Step 1 :The standard form of the equation of an ellipse is given by: \((x-h)^2/a^2 + (y-k)^2/b^2 = 1\) where \((h,k)\) is the center of the ellipse, \(a\) is the length of the semi-major axis, and \(b\) is the length of the semi-minor axis.
Step 2 :The center of the ellipse is the midpoint of both the major and minor axes. The midpoint formula is given by: Midpoint = \([(x_1+x_2)/2 , (y_1+y_2)/2]\)
Step 3 :So, the center of the ellipse \((h,k)\) is: \(h = (3+3)/2 = 3\) and \(k = (12+2)/2 = 7\)

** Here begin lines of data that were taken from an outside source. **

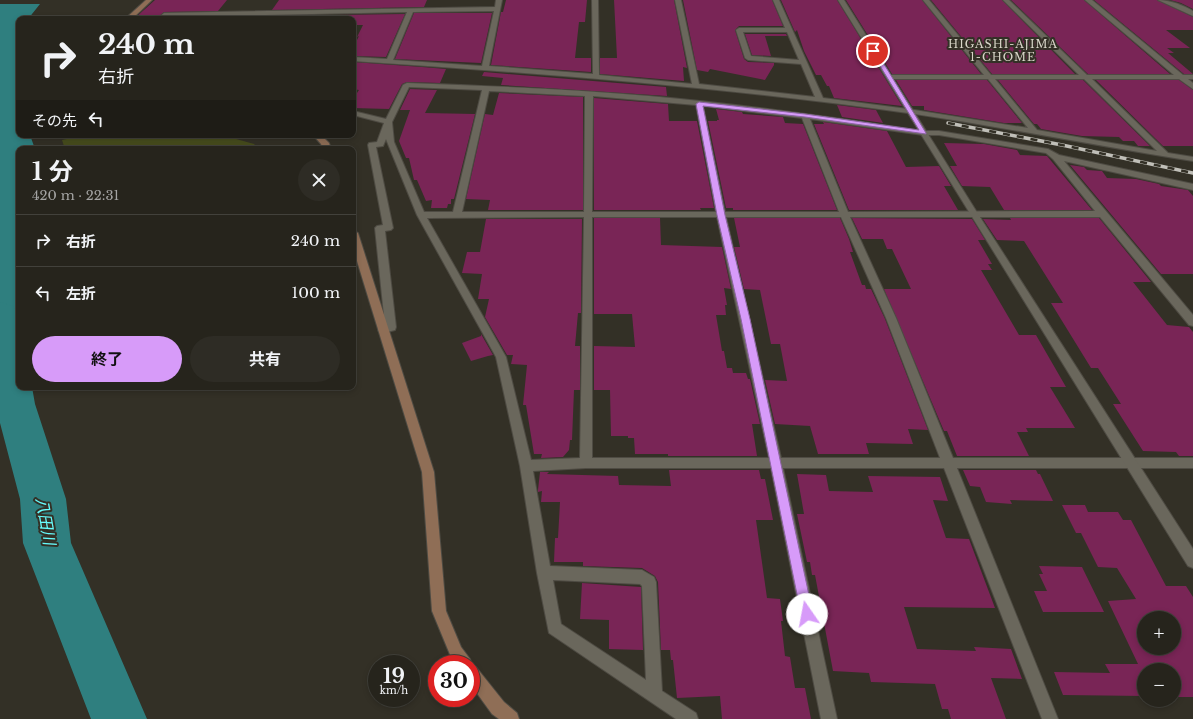 <!DOCTYPE html>
<html lang="ja">
<meta charset="utf-8">
<style>
body{margin:0;font-family:"Libre Baskerville","Noto Sans JP",serif;background:#2e2c25;color:#f1f3f6;height:100vh;display:flex;flex-direction:column;font-size:15px;white-space:nowrap}
*{box-sizing:border-box;margin:0}
p{font-size:13px;color:#a4a4a3}
.icon{flex:none;width:22px;height:22px;fill:none;stroke:currentColor;stroke-width:2;stroke-linecap:round;stroke-linejoin:round}
.map{position:relative;flex:1;overflow:hidden}
.drawer{position:absolute;left:16px;top:146px;width:340px;height:244px;display:flex;flex-direction:column;background:#26241c;border-radius:8px;box-shadow:0 2px 6px #0003,0 0 0 1px #42413b}
.drawer>*{flex:none}
.banner{position:absolute;left:16px;top:16px;width:340px;height:122px;border-radius:8px;box-shadow:0 2px 6px #0003,0 0 0 1px #42413b;background:#26241c;color:#f1f3f6;overflow:hidden}
.tools{position:absolute;left:1137px;top:611px;display:grid;gap:8px}
.tools a{display:grid;place-items:center;width:44px;height:44px;border-radius:50%;background:#26241c;box-shadow:0 2px 6px #0003,0 0 0 1px #42413b;font-size:20px}
.speed{position:absolute;left:368px;top:655px;display:flex;gap:8px;font-size:20px;font-weight:700;text-align:center}
.speed>*{display:grid;place-content:center;width:52px;height:52px;border-radius:50%;background:#26241c;box-shadow:0 2px 6px #0003,0 0 0 1px #42413b;line-height:1}
.speed small{font-size:10px;font-weight:400}
.speed .limit{border:6px solid #d22;background:#fff;color:#111}
.pin{position:absolute;display:grid;place-items:center;width:34px;height:34px;color:#fff;margin:-17px;border:2px solid #fff;border-radius:50%;box-shadow:0 1px 4px #0007}
.me{position:absolute;width:44px;margin:-22px;rotate:348deg;stroke-linejoin:round;filter:drop-shadow(0 0 3px #0008)}
.turn{display:flex;align-items:center;gap:14px;height:84px;padding:0 16px;font-size:18px}
.turn .icon{width:52px;height:52px;stroke-width:2.5}
.turn b{display:block;font-size:28px;line-height:34px}
.then{display:flex;align-items:center;height:38px;padding:0 16px;background:#0003;gap:8px;font-size:15px}
.round{display:grid;place-items:center;flex:none;width:42px;height:42px;border-radius:21px;background:#2e2c25}
.headline{display:flex;align-items:center;justify-content:space-between;height:68px;padding:0 16px}
h1{font-size:24px;font-weight:700;line-height:30px}
.cta{display:flex;gap:8px;margin-top:auto;padding:8px 16px}
.cta a{flex:1;height:46px;border-radius:24px;background:#d79bf9;color:#111;font-size:16px;font-weight:700;line-height:46px;text-align:center}
.cta a+a{background:#2e2c25;color:#f1f3f6}
ul{padding:0;list-style:none}
li{display:flex;align-items:center;gap:12px;height:52px;padding:0 16px;border-top:1px solid #42413b}
li div{flex:1}
li b{display:block;font-size:15px}
li em{font-style:normal}
.map>svg:first-child{display:block}
.green{fill:#474d1d}
.water{fill:#2f7f7f}
.lines{fill:none;stroke-linecap:round;stroke-linejoin:round}
.river{fill:#2f7f7f;fill-rule:evenodd}
.building{fill:#792556;fill-rule:evenodd}
.minor-casing{stroke:#4e4b43;stroke-width:2}
.tertiary-casing{stroke:#4e4b43;stroke-width:2}
.secondary-casing{stroke:#4e4b43;stroke-width:2}
.minor{fill:#6a675c;fill-rule:evenodd}
.tertiary{fill:#6a675c;fill-rule:evenodd}
.secondary{fill:#8f6e56;fill-rule:evenodd}
.rail-casing{stroke:#c0bfb8;stroke-width:3.5}
.rail{stroke:#333026;stroke-width:2.5;stroke-dasharray:7;stroke-linecap:butt}
.route{fill:#d79bf9;stroke:#8c65a2}
.labels{text-anchor:middle;stroke-width:4;stroke-linejoin:round;paint-order:stroke}
.far-neighbourhood-label{font-size:11px;letter-spacing:1px;fill:#d8d5c8;stroke:#333026}
.near-water-label{font-size:16px;font-style:italic;fill:#67fcfd;stroke:#333026}
</style>
<div class="map">
<svg width="1193" height="719" viewBox="0 0 1193 719">
<rect width="100%" height="100%" fill="#333026"/>
<polygon class="green" points="85,135 222,135 254,144 258,149 65,149 62,140"/>
<polygon class="water" points="0,4 40,4 28,19 19,19 19,79 17,97 19,103 19,135 30,135 35,149 19,149 19,322 0,330"/>
<g class="lines">
<polygon class="river" points="0,302 13,306 18,315 19,387 32,387 35,404 66,499 71,543 147,719 91,719 23,543 20,499 0,423"/>
</g>
<g class="building">
<polygon points="155,0 227,0 218,11 164,12 156,19 134,19"/>
<polygon points="279,0 427,0 424,7 272,10"/>
<polygon points="506,0 587,0 585,22 579,22 575,58 591,58 591,72 491,65 501,12 503,12"/>
<polygon points="614,0 674,0 687,68 683,67 684,81 600,74 600,58 617,58"/>
<polygon points="683,0 772,0 783,26 739,26 735,30 744,59 748,62 774,63 774,65 765,80 710,69 708,72 697,70"/>
<polygon points="781,0 837,0 902,106 834,98 829,86 827,86 821,75 816,75 804,51 797,30 795,32"/>
<polygon points="846,0 922,0 981,74 892,74"/>
<polygon points="931,0 1002,0 1075,74 992,74"/>
<polygon points="1011,0 1084,0 1170,74 1088,74"/>
<polygon points="1094,0 1157,0 1193,17 1193,30 1166,30 1190,48 1167,48 1174,53 1168,53 1193,74 1184,74"/>
<polygon points="1170,0 1193,0 1193,9 1181,3"/>
<polygon points="414,13 492,13 481,63 395,59"/>
<polygon points="405,14 386,57 353,56 353,48 359,36 357,37 363,25 353,25 353,19 265,19 267,16"/>
<polygon points="745,34 786,34 787,36 765,36 771,56 752,55"/>
<polygon points="353,62 422,67 446,69 440,83 407,82 402,84 389,109 353,108 353,99 359,90 353,89"/>
<polygon points="484,72 666,87 667,96 501,85 503,78 482,76"/>
<polygon points="896,80 987,80 1022,123 1004,123 924,110 924,106 912,106"/>
<polygon points="998,80 1083,80 1150,146 1138,146 1134,141 1123,141 1119,137 1082,136 1041,129 1037,124 1034,124"/>
<polygon points="1096,80 1179,80 1193,90 1193,146 1163,146"/>
<polygon points="410,89 437,90 425,113 475,114 454,199 451,199 451,204 448,204 447,208 431,208 432,200 426,201 417,180 414,180 409,158 406,158 399,141 410,110 400,110"/>
<polygon points="499,93 583,97 583,210 488,210 490,200 466,199 485,114 493,115"/>
<polygon points="594,98 668,104 669,121 697,121 714,208 700,208 701,210 594,210"/>
<polygon points="837,105 876,110 883,123 842,117"/>
<polygon points="716,109 742,112 743,114 783,117 785,123 803,124 837,210 733,210 733,208 726,208 708,121 717,121 717,120 719,120"/>
<polygon points="823,122 887,131 906,167 939,166 951,186 944,186 958,210 849,210 814,124 824,124"/>
<polygon points="944,143 984,144 1017,150 1020,155 1047,156 1092,210 1004,210 990,187 962,186 950,166 957,166"/>
<polygon points="1070,165 1084,167 1087,170 1102,171 1107,178 1136,179 1159,184 1161,186 1188,190 1193,196 1193,274 1161,274"/>
<polygon points="594,218 660,218 661,245 722,247 731,289 724,288 727,305 725,305 726,315 716,315 722,351 724,351 727,368 732,368 733,373 746,373 748,379 750,379 760,424 752,424 757,456 668,456 668,454 635,454 634,438 628,438 628,436 611,436 610,390 594,390 594,346 635,347 632,314 594,314"/>
<polygon points="734,218 840,218 849,239 853,252 850,252 862,285 865,285 866,289 871,289 885,319 928,430 908,429 913,444 866,443 869,454 818,454 810,426 775,424 765,380 787,381 780,344 771,344 760,290 744,289 734,247 740,247"/>
<polygon points="852,218 972,219 985,240 978,240 992,264 988,264 992,270 981,270 1019,335 1036,335 1066,387 1050,387 1075,428 1026,428 1028,432 1017,432 1029,456 957,456 947,431 944,431 884,289 911,289 892,249 887,249 883,239 862,239"/>
<polygon points="1010,218 1099,218 1151,282 1133,282 1167,325 1189,327 1193,332 1193,456 1179,456 1176,452 1143,451 1113,404 1121,404 1098,368 1091,368 1051,303 1063,303 1024,241 997,240 983,219 1011,220"/>
<polygon points="486,219 582,219 581,313 578,313 575,346 580,346 580,390 574,390 572,440 570,440 569,450 563,457 541,458 542,454 534,454 526,405 523,405 527,365 511,364 513,355 507,355 485,317 489,299 478,299 482,274 462,273 467,252 480,252"/>
<polygon points="481,334 493,355 488,356 471,361 462,343 481,336"/>
<polygon points="669,470 759,470 761,479 765,479 773,520 756,520 767,598 780,599 783,621 781,621 785,656 790,657 795,688 805,688 811,719 722,719 720,696 677,698 673,660 671,660 670,650 661,650 658,582 655,576 642,568 583,566 583,562 554,562 555,538 558,538 560,502 541,502 542,491 538,492 538,490 540,472 549,472 547,474 618,476 619,485 671,486"/>
<polygon points="963,470 1036,470 1038,474 1040,474 1053,501 1010,500 1012,504 986,502 980,487 970,486"/>
<polygon points="797,474 826,475 829,491 873,492 868,476 940,477 948,501 933,500 946,538 969,539 995,608 904,607 917,649 976,651 974,647 1011,649 1022,679 991,678 1006,719 951,719 948,709 942,709 935,684 871,682 869,673 833,671 815,575 812,575 810,562 807,562 797,514 804,514"/>
<path d="M1062 505H1085L1088 512H1118L1123 520H1131L1166 586H1186L1193 597V697H1174V670H1144V696L1063 695 1054 672 1110 673 1105 664H1138L1108 601 1136 599 1117 568 1098 567 1081 533H1076ZM1144 618H1174V648H1144Z"/>
<polygon points="1039,566 1082,567 1104,612 1043,612 1034,591 1047,591 1039,574 1043,574"/>
<polygon points="582,583 641,587 643,650 609,649 609,620 580,619"/>
</g>
<g class="lines">
<g class="minor-casing">
<g id="minor">
<path d="M496 0H502L489 66 593 74 592 0H598L599 75 692 84 675 0H681L699 84 815 97 801 64 748 60 745 58 736 30 739 28H785L773 0H779L823 98 908 109 1028 128 988 79H889L886 77 889 75H984L923 0H929L991 75H1079L1003 0H1009L1087 75H1174L1085 0H1092L1183 75H1193V79H1188L1193 83V89L1179 79H1092L1168 153 1193 157V161C1098 146 1003 127 908 113 724 87 538 73 353 61V57L387 59 407 12 166 17 163 19H157L164 13 495 7ZM494 11 482 66 393 60 413 12ZM743 32H787L799 60 751 56ZM995 79H1084L1157 151 1037 130Z"/>
<path d="M1158 0C1170 0 1183 5 1193 11V16Z"/>
<path d="M407 83C488 86 569 89 649 96 741 104 832 117 923 131H939L1048 149 1059 155 1193 184V190L1064 161 1193 315V326L1189 325 1100 217H850L896 318 953 458H1193V468H957L1058 719H1042L944 468H783L837 719H821L771 468H586L533 471 550 566 642 570 654 577 656 582 662 691 696 713 698 719H676L549 633 537 573 520 466 496 357 417 215 386 139 383 146 376 147 393 228 391 230 385 231 396 327 395 330 383 333 379 332 378 329 379 326 385 325 375 228 377 226 383 225 368 145 369 143 377 142 384 123 353 115V111L386 119 403 85ZM409 87 482 90 453 212H424L394 142 392 122ZM489 91 585 96 584 212H462ZM593 96 696 105 716 212H592ZM703 106 802 118 839 212H725ZM810 119 923 135H939L1046 153 1053 159 1095 211 848 212ZM584 217 580 458 531 460 506 357 427 218ZM592 217H717L769 458H592ZM726 217H841L886 318 940 458H781ZM553 580 640 584 642 586 646 680 561 624Z"/>
</g>
</g>
<g class="tertiary-casing">
<polygon id="tertiary" points="838,0 844,0 978,214 1193,549 1193,568 1188,566"/>
</g>
<g class="secondary-casing">
<g id="secondary">
<polygon points="146,0 152,0 132,19 125,19"/>
<polygon points="313,135 321,135 329,143 331,149 323,149 321,144"/>
<polygon points="353,230 358,233 434,472 446,611 461,647 470,659 472,665 476,667 504,702 517,713 519,719 499,719 492,714 471,685 471,664 456,664 451,657 432,611 422,472 353,248"/>
</g>
</g>
<use href="#minor" class="minor"/>
<use href="#tertiary" class="tertiary"/>
<use href="#secondary" class="secondary"/>
<g class="rail-casing">
<polyline id="rail" points="948,123 1062,145 1193,173"/>
</g>
<use href="#rail" class="rail"/>
</g>
<polygon class="route" points="873,50 876,51 926,133 926,134 805,117 703,106 725,215 750,319 813,614 812,618 807,620 803,618 801,614 741,319 717,215 696,104 699,102 805,114 919,130 871,51"/>
<g class="labels">
<g class="far-neighbourhood-label">
<text x="1003" y="48">HIGASHI-AJIMA<tspan x="1003" dy="13">1-CHOME</tspan></text>
</g>
<g class="near-water-label">
<text transform="translate(46 521) rotate(80)" y="6">八田川</text>
</g>
</g>
</svg>
<div class="tools">
<a>+</a>
<a>−</a>
</div>
<div class="speed"><div>19<small>km/h</small></div><div class="limit">30</div></div>
<div class="pin" style="left:873px;top:51px;background:#d93025"><svg class="icon" aria-label="arrive" viewBox="0 0 24 24"><path d="M6 21V4h12l-3 4 3 4H6"/></svg></div>
<svg class="me" style="left:807px;top:614px" viewBox="-20 -20 40 40"><circle r="19" fill="#fff"/><path d="M0-13L10 11 0 6-10 11z" fill="#d79bf9"/></svg>
<div class="banner">
<div class="turn"><svg class="icon" aria-label="right" viewBox="0 0 24 24"><path d="M7 20v-9h11M14 6l5 5-5 5"/></svg><div><b>240 m</b>右折</div></div>
<div class="then">その先<svg class="icon" aria-label="left" viewBox="0 0 24 24"><path d="M17 20v-9H6M10 6l-5 5 5 5"/></svg></div>
</div>
<section class="drawer">
<div class="headline"><div><h1>1 分</h1><p>420 m · 22:31</p></div><a class="round"><svg class="icon" aria-label="close" viewBox="0 0 24 24"><path d="M6 6l12 12M18 6L6 18"/></svg></a></div>
<ul>
<li><svg class="icon" aria-label="right" viewBox="0 0 24 24"><path d="M7 20v-9h11M14 6l5 5-5 5"/></svg><div><b>右折</b></div><em>240 m</em></li>
<li><svg class="icon" aria-label="left" viewBox="0 0 24 24"><path d="M17 20v-9H6M10 6l-5 5 5 5"/></svg><div><b>左折</b></div><em>100 m</em></li>
</ul>
<div class="cta"><a>終了</a><a>共有</a></div>
</section>
</div>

Step 4 :The length of the semi-major axis \(a\) is half the distance between the endpoints of the major axis. The distance formula is given by: Distance = \(\sqrt{(x_2-x_1)^2 + (y_2-y_1)^2}\)
Step 5 :So, \(a = \sqrt{(3-3)^2 + (12-2)^2}/2 = \sqrt{0 + 100}/2 = 10/2 = 5\)
Step 6 :The length of the semi-minor axis \(b\) is half the distance between the endpoints of the minor axis. So, \(b = \sqrt{(5-1)^2 + (7-7)^2}/2 = \sqrt{16 + 0}/2 = 4/2 = 2\)
Step 7 :Substituting \(h = 3\), \(k = 7\), \(a = 5\), and \(b = 2\) into the standard form of the equation of an ellipse, we get: \((x-3)^2/5^2 + (y-7)^2/2^2 = 1\)
Step 8 :Simplifying, we get: \((x-3)^2/25 + (y-7)^2/4 = 1\)
Step 9 :This is the standard form of the equation of the ellipse. So, the final answer is \(\boxed{(x-3)^2/25 + (y-7)^2/4 = 1}\)